The Food and Drug Administration (FDA) has approved the domestic use of a new tablet touted as capable of melting away certain blood cancer cells.

With that, the drug Venetoclax can now be prescribed outside clinical trials for certain chronic lymphocytic leukemia sufferers. It is now also being considered for use by European medication regulators.

Drug Tested Since 1988

The development of the drug stems from research conducted by scientists at the Walter and Eliza Hall Institute nearly three decades ago that found that the BCL-2 protein was key to cancer cell survival.

According to Professor Andrew Roberts, a clinical haematologist and WEHI's head of clinical translation, the first-in-human clinical trials of the drug conducted in Melbourne saw a positive response in four out of every five of 116 patients tested.

"Most of the patients had failed to be controlled by all the other treatments we had available," he added. "This was a last line option for them."

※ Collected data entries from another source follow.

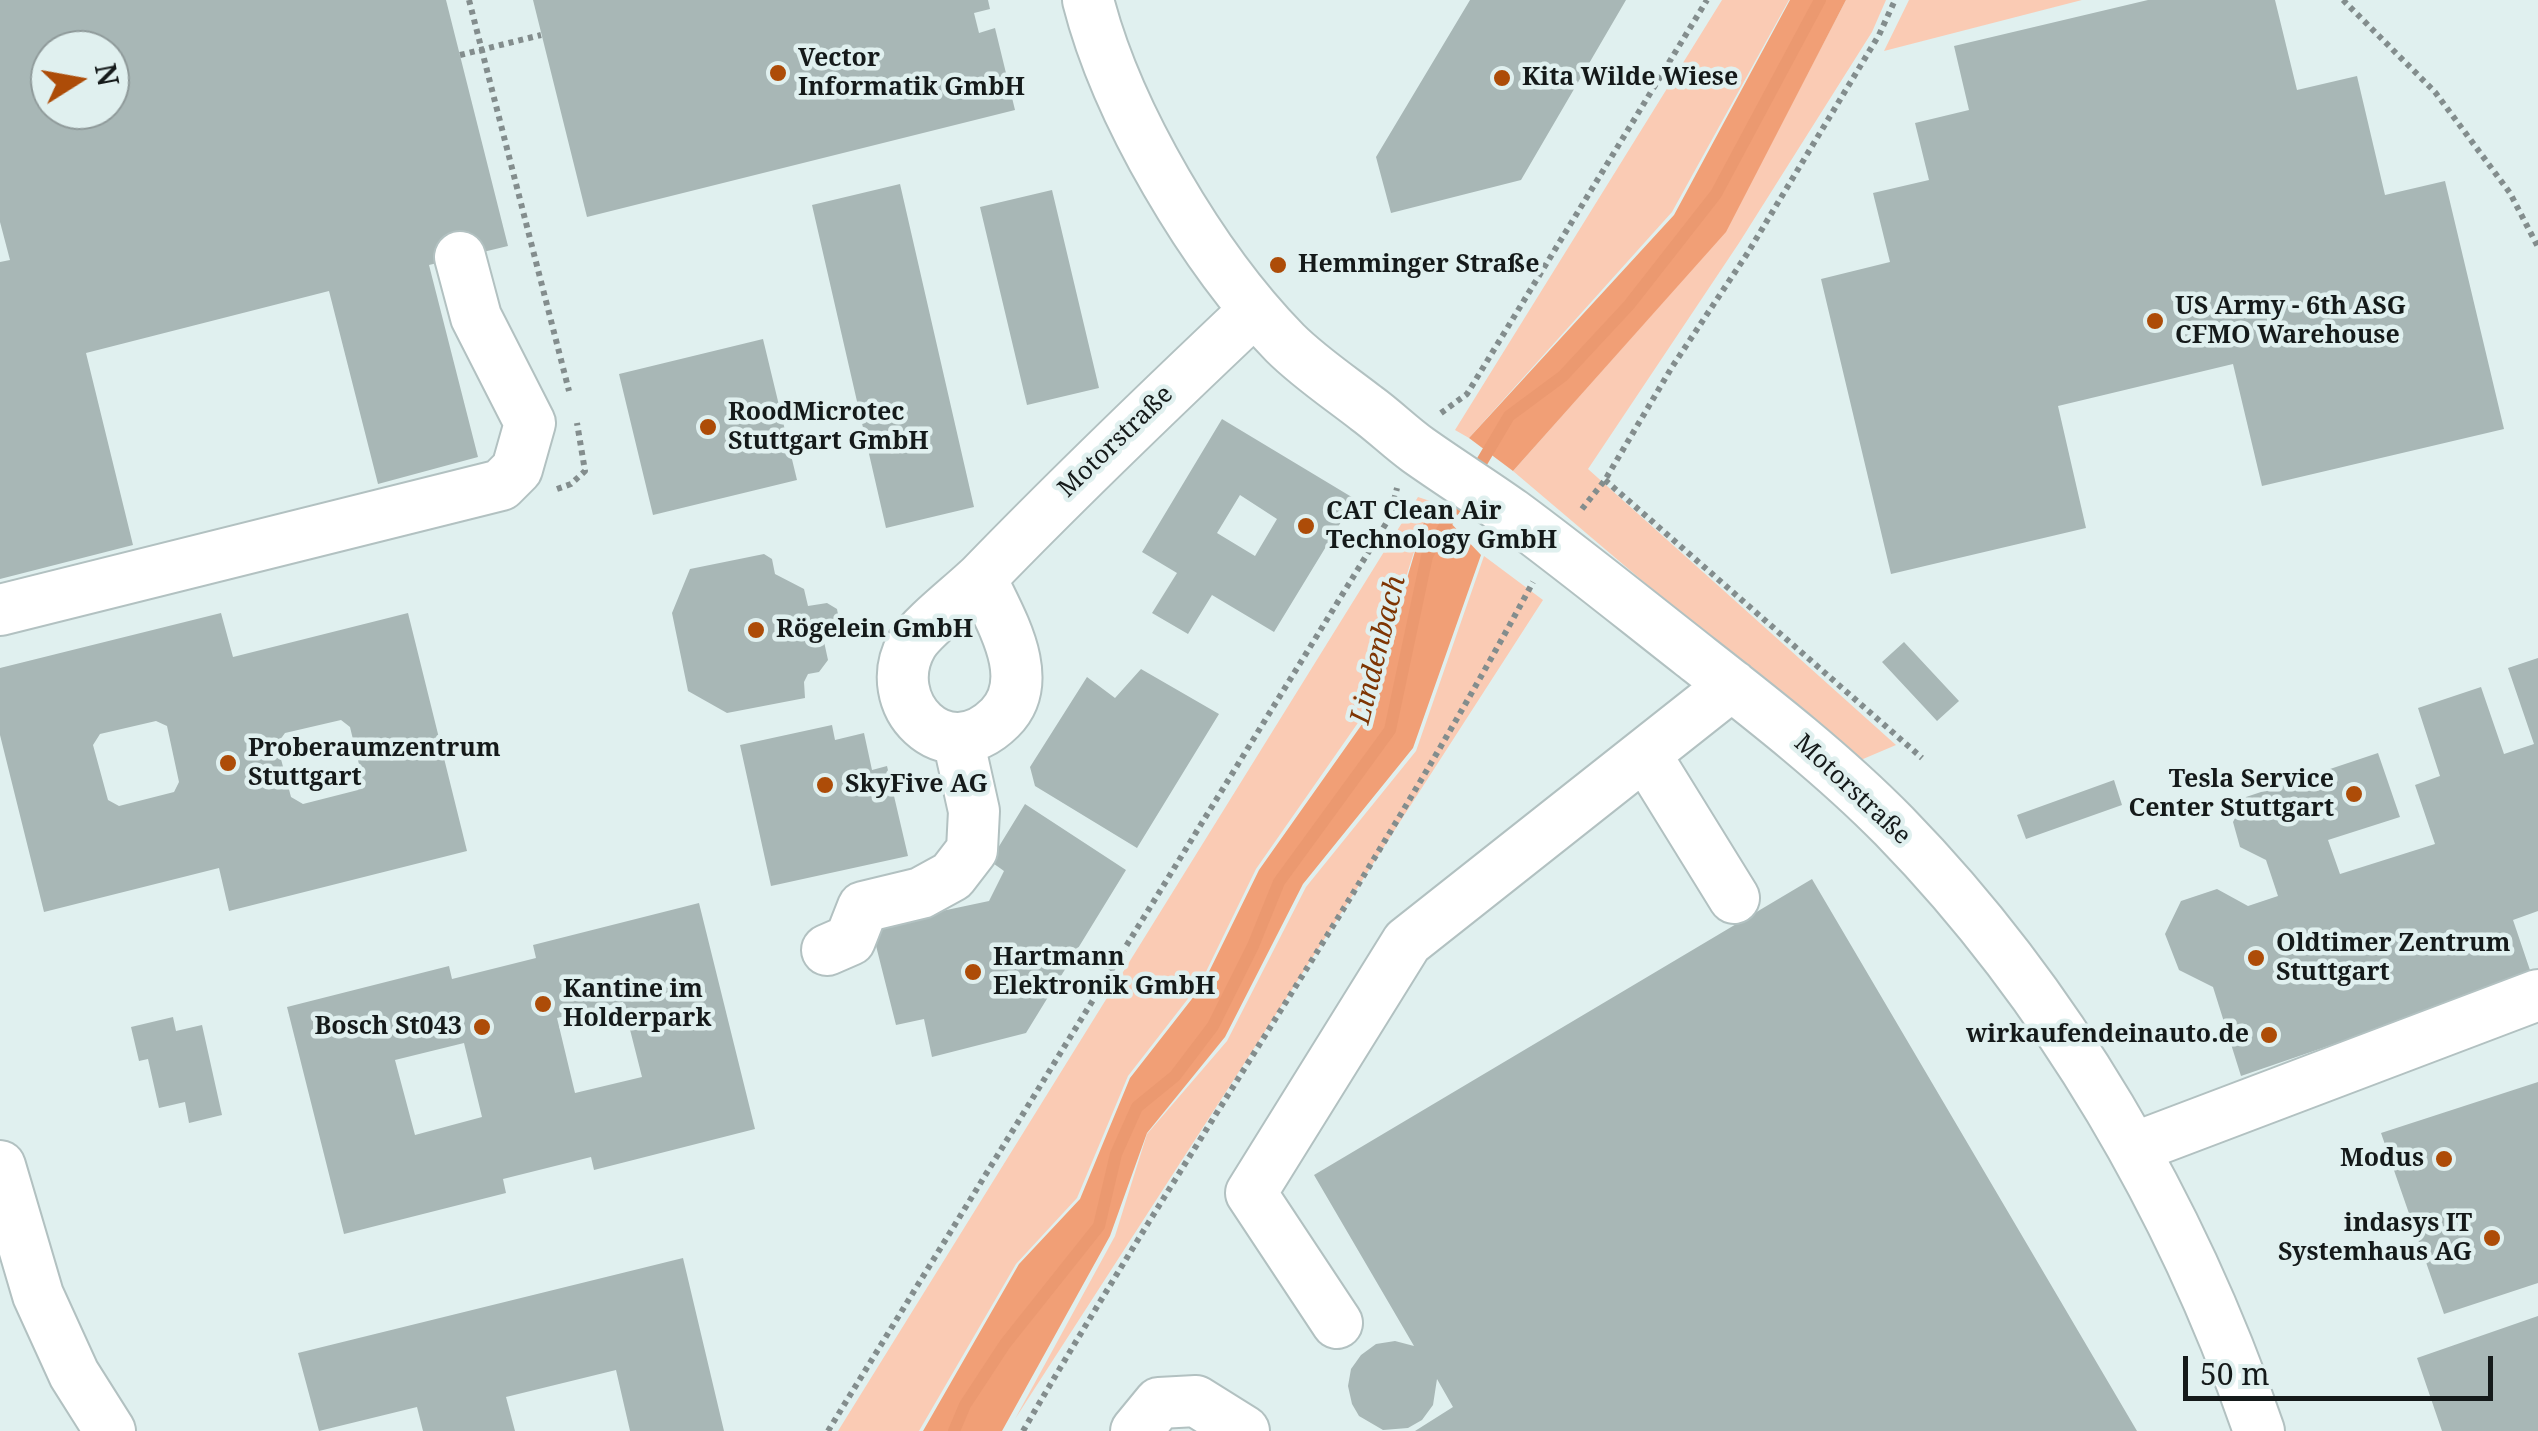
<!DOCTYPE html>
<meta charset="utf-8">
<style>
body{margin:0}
#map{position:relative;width:2538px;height:1431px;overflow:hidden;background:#e0f0ef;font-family:"Noto Serif",serif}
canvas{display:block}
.north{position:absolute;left:30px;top:30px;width:100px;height:100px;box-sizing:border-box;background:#e0f0ef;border:2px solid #8f9a9a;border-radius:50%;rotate:79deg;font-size:28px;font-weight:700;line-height:40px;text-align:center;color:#151a1a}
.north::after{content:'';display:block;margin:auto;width:35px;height:45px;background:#ad4c08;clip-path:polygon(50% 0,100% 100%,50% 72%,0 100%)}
.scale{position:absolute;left:2183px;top:1356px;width:310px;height:45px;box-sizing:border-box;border:5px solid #151a1a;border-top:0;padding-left:12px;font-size:30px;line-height:35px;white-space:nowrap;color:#151a1a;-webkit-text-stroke:8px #e0f0ef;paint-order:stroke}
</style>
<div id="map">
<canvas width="2538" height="1431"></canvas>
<div class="north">N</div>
<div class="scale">50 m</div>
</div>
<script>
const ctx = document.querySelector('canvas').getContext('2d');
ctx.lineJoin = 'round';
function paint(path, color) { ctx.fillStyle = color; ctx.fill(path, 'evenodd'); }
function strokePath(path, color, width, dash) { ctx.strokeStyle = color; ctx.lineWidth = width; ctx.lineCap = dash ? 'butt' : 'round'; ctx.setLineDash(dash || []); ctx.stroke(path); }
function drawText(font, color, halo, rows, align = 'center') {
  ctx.font = font + ' "Noto Serif",serif'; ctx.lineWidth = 9; ctx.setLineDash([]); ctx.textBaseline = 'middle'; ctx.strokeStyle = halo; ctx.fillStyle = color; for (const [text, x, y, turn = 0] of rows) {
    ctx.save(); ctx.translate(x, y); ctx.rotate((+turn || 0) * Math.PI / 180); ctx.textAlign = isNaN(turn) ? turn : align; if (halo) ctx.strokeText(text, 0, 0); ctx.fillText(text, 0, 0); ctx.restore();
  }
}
paint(new Path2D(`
 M1722,0H1789L1672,212L1469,438L1455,430Z
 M1846,0H1886L1872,32L1739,243L1588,469L1896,745L1856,762L1513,471L1725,232Z
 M1909,0H2082L1884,51Z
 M1418,497L1430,501L1362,717L1256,869L1201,982L1128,1076L1077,1198L1016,1264L919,1431H838Z
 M1484,556L1543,600L1015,1419L1115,1236L1147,1134L1227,1041L1306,887L1416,751Z`), '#facbb4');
paint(new Path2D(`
 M1790,0H1846L1726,232L1513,471L1469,438L1674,215Z
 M1430,501L1481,555L1413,748L1303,884L1225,1037L1147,1133L1110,1236L1002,1431H923L1019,1264L1080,1199L1130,1078L1202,986L1259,870L1365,720Z`), '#f19f76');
strokePath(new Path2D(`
 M1474,475L1509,416L1563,376L1629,305L1716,194L1820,0
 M954,1431L965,1405L1005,1344L1099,1226L1116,1154L1137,1107L1175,1076L1213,1026L1253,946L1279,882L1390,730L1427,556L1464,493`), '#eb9970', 12);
paint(new Path2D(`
 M0,0H446L508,246L429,265L478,457L378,484L329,291L86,353L133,545L0,579V262L10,260L0,222ZM50,50H110V110H50Z
 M533,0H988L990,9L974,13L979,33L995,28L1015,110L587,217Z
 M1470,0H1626L1521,180L1391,213L1376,157Z
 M2148,0H2275L2297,90L2357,76L2385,195L2445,181L2504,429L2262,486L2233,364L2058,406L2086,528L1891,574L1821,279L1890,262L1873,193L1929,180L1915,123L1969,110L1954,46Z
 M900,184L974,507L886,528L812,205Z
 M1052,190L1099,388L1027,405L980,207Z
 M763,339L797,480L653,515L619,374Z
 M1222,419L1355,499L1274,632L1212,595L1188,634L1152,613L1177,573L1142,552ZM1240,495L1277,519L1255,556L1217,533Z
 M764,554L772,559L775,574L804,589L808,606L827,603L837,609L840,625L834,634L823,637L828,660L819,672L808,674L804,682L805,698L727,713L688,691L672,613L690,569Z
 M221,613L233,657L408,613L467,851L229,911L219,868L44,912L0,735V668ZM341,720L350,727L363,781L358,790L303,804L291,797L277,744L285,733ZM156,721L167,726L179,782L174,792L119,806L108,800L93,745L100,734Z
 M1904,642L1959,701L1937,721L1882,662Z
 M2538,658V911L2513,920L2532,976L2241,1076L2213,987L2179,970L2165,934L2181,901L2217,889L2248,906L2278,896L2266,860L2240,847L2233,822L2246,797L2378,753L2400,817L2328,840L2340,874L2435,844L2415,785L2440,776L2418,708L2481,687L2504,754L2534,744L2508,668Z
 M1141,669L1219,714L1137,848L1035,786L1030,767L1087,677L1115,698Z
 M832,725L835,740L864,733L872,770L887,766L908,856L771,886L740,745Z
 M2114,780L2122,805L2026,839L2017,815Z
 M1025,804L1126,870L1026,1033L932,1057L924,1019L896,1025L871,926L989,901L1004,871L990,861Z
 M1812,879L2137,1431H1415L1453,1407L1437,1379L1433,1405L1422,1420L1408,1428L1383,1430L1359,1416L1352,1404L1348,1386L1351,1369L1361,1355L1376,1344L1395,1341L1414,1346L1314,1175Z
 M699,903L755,1129L594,1170L591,1157L503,1179L506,1193L344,1234L287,1007L449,966L452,979L536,958L533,945ZM623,1002L642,1077L575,1093L557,1018ZM464,1043L482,1117L415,1135L395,1060Z
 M173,1017L176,1031L202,1025L222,1115L189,1123L185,1102L159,1108L148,1059L139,1061L131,1027Z
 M2538,1082V1283L2444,1314L2381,1133Z
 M683,1258L724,1431H630L616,1370L506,1397L515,1431H423L417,1407L319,1431L298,1353Z
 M2538,1316V1431H2442L2417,1358Z`), '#a8b7b6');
const minor = new Path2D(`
 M1088,0C1117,114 1203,259 1285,343C1309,367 1339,387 1366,408C1384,421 1400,437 1418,450C1449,472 1481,492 1512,514C1573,559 1632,607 1692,654C1761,708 1832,763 1894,826C2059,995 2183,1209 2259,1431
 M981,578C999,618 1039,679 1000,718C945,773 878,703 912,644C922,627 966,593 983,576C1072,484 1163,397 1255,310
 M0,610L501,485L517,469L530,423L476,317L460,257
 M1645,754L1734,898
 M827,950L850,940L863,907L921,893L952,876L972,850L974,811L958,739
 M2134,1148L2538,995
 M0,1166L38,1295L74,1374L110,1431
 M1337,1323L1251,1193L1407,942L1732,685
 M1136,1431L1159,1403L1196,1401L1244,1431`);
strokePath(minor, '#b2c1c1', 54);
strokePath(new Path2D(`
 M469,0L569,391
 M2343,0L2435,92L2510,193L2538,247
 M1441,413L1467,394L1707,0
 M1605,480L1922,758
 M557,489L571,484L585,471L577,423
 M1582,509L1605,480L1672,367L1747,254L1879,35L1895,0
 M828,1431L1390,517L1397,488
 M1023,1431C1189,1146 1377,873 1533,582`), '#838d8d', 6, [5, 5]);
strokePath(minor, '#fff', 50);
strokePath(new Path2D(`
 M460,55L541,35`), '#838d8d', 6, [5, 5]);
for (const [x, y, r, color] of [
 [778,73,10,"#ad4c08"],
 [1502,78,10,"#ad4c08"],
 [1278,265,10,"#ad4c08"],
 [2155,321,10,"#ad4c08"],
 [708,427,10,"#ad4c08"],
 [1306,526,10,"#ad4c08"],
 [756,630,10,"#ad4c08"],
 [228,763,10,"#ad4c08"],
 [825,785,10,"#ad4c08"],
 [2354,794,10,"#ad4c08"],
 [2256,958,10,"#ad4c08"],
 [973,972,10,"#ad4c08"],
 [543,1004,10,"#ad4c08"],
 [482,1027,10,"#ad4c08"],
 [2269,1035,10,"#ad4c08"],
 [2444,1159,10,"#ad4c08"],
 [2492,1238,10,"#ad4c08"]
]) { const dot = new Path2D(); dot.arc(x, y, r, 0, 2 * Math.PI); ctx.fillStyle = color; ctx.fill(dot); strokePath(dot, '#e0f0ef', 4); }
drawText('bold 25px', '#151a1a', '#e0f0ef', [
 ["Vector",798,59],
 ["Informatik GmbH",798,88],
 ["Kita Wilde Wiese",1522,78],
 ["Hemminger Straße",1298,265],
 ["US Army - 6th ASG",2175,307],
 ["CFMO Warehouse",2175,336],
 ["RoodMicrotec",728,413],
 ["Stuttgart GmbH",728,442],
 ["CAT Clean Air",1326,512],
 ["Technology GmbH",1326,541],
 ["Rögelein GmbH",776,630],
 ["Proberaumzentrum",248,749],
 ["Stuttgart",248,778],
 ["Tesla Service",2334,780,"right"],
 ["Center Stuttgart",2334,809,"right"],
 ["SkyFive AG",845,785],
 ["Oldtimer Zentrum",2276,944],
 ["Stuttgart",2276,973],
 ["Hartmann",993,958],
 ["Elektronik GmbH",993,987],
 ["Kantine im",563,990],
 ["Holderpark",563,1019],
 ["Bosch St043",462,1027,"right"],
 ["wirkaufendeinauto.de",2249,1035,"right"],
 ["Modus",2424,1159,"right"],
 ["indasys IT",2472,1224,"right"],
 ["Systemhaus AG",2472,1253,"right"]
], 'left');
drawText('25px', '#151a1a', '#e0f0ef', [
 ["Motorstraße",1116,442,-44],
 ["Motorstraße",1852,790,43]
]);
drawText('italic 28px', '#7e3503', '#e0f0ef', [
 ["Lindenbach",1379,650,-76]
]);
</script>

After enduring six rounds of chemotherapy and still being saddled with lumps in his lymph nodes and under his arms, 68-year-old Vic Blackwood was seemingly out of options and spending up to 20 hours a day in bed.

"They said if we don't do anything, you've got three weeks to live," he said.

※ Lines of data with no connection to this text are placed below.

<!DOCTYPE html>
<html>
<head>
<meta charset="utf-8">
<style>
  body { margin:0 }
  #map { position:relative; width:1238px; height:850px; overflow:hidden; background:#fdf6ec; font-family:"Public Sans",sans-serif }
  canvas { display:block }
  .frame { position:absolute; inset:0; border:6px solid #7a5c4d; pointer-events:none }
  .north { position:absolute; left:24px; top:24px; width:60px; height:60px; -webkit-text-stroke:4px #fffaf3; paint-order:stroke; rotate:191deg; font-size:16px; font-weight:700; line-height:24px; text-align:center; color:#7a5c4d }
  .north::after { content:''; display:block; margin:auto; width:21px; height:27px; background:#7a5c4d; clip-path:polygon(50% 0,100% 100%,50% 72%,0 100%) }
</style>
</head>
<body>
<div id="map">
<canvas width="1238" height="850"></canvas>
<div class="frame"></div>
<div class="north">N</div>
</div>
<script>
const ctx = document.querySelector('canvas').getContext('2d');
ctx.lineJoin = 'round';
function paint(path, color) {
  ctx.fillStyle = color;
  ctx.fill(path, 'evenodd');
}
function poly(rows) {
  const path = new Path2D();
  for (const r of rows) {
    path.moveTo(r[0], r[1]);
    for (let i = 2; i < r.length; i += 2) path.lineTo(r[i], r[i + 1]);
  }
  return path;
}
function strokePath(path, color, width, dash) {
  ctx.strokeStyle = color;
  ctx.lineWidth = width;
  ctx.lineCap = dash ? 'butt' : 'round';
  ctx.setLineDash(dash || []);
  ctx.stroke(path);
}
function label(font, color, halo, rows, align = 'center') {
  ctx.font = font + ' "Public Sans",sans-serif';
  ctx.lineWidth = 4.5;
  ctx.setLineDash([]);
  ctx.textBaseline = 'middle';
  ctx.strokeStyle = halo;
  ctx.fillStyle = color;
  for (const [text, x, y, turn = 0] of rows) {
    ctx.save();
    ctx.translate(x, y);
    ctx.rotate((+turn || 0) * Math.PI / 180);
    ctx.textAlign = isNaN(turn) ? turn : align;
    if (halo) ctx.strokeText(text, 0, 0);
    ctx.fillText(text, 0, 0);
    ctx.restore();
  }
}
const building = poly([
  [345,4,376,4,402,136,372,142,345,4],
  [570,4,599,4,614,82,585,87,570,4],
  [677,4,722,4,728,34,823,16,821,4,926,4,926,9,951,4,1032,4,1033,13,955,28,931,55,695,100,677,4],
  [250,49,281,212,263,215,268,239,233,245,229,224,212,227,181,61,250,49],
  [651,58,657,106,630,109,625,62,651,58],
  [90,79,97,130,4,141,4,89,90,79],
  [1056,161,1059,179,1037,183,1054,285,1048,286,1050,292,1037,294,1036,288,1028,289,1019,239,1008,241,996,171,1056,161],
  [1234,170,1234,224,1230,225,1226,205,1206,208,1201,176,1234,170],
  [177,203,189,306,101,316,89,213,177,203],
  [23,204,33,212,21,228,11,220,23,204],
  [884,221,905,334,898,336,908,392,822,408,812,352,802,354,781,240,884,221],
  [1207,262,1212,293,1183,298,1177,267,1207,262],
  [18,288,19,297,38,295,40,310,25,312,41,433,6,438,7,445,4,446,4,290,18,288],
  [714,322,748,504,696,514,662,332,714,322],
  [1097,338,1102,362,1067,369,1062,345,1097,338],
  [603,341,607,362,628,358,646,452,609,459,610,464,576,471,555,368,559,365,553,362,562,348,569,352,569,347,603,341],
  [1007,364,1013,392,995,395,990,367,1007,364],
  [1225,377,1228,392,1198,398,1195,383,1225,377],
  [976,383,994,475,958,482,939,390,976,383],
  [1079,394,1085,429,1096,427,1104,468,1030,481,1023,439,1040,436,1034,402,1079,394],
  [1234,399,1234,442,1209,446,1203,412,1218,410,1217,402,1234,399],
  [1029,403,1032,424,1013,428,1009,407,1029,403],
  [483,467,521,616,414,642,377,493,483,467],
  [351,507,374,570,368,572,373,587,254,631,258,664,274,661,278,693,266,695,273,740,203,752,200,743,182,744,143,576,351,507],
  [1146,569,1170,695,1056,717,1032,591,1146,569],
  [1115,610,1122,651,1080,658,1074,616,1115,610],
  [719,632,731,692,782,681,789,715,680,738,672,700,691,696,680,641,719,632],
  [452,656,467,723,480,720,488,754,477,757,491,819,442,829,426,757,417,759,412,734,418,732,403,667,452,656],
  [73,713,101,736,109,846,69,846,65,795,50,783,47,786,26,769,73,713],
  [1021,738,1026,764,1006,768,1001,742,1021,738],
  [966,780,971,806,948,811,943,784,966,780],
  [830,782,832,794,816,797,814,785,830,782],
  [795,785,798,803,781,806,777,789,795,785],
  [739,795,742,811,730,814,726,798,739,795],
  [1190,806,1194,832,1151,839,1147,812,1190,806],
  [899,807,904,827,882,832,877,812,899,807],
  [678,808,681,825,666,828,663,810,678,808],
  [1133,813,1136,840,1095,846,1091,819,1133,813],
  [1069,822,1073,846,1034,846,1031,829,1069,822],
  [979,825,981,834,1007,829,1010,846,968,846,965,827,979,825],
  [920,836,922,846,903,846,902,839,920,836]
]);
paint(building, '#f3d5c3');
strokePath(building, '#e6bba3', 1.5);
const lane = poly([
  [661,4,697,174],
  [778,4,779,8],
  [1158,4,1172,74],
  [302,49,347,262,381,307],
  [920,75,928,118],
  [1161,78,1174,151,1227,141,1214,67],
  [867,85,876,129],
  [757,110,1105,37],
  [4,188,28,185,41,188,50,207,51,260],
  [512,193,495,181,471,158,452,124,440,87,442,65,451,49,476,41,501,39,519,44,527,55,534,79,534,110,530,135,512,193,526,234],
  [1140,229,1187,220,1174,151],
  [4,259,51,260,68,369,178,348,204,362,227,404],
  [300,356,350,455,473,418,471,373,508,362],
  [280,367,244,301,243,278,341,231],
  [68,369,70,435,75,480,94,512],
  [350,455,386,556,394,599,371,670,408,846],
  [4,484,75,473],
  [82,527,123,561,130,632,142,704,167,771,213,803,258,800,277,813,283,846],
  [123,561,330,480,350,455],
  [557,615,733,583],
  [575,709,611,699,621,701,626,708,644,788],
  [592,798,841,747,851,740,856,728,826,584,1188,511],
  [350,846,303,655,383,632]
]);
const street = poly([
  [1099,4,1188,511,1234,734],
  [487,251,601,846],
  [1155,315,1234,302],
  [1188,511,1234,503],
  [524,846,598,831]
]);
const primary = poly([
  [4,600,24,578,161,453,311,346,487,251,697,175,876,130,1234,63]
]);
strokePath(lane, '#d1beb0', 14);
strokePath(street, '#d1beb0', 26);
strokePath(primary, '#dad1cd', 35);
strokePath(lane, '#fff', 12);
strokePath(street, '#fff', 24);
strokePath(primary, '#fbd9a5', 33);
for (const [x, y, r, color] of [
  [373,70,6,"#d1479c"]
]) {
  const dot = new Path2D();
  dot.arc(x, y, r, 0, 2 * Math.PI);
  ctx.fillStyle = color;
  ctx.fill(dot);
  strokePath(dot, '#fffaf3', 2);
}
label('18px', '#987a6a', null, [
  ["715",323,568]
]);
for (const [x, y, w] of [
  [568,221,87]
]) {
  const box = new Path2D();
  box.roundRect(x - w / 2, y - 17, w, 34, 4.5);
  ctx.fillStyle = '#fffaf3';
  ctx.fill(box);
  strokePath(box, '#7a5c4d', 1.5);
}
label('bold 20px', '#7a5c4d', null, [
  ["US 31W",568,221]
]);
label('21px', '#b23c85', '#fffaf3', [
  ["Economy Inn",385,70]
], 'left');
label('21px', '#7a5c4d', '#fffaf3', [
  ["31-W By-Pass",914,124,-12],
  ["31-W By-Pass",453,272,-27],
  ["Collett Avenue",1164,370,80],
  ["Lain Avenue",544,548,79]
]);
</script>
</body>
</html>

Now, two years after he started the Venetoclax treatments at the Royal Melbourne Hospital, the lumps are gone and there are no obvious signs of cancer.

"The change in me has been more dramatic than in anyone else," he said. "I can do anything now. It saved my life."

Certain Patients Approved for Usage 

The FDA approval is for use in patients diagnosed with the chromosomal abnormality 17p deletion, with the added stipulation being they have tried at least one other form of treatment. Other clinical experiments are now also underway in Melbourne where the drug is being tested in sequence with other anticancer drugs in hopes of improving overall survival rates.

Venetoclax participants orally took the drug every day for a five-week period, beginning with 20 mg and increasing to 400 mg over time.

"These patients now have a new, targeted therapy that inhibits a protein involved in keeping tumor cells alive," FDA director of the Office of Hematology and Oncology Richard Pazdur said of the patients now prescribed with the drugs.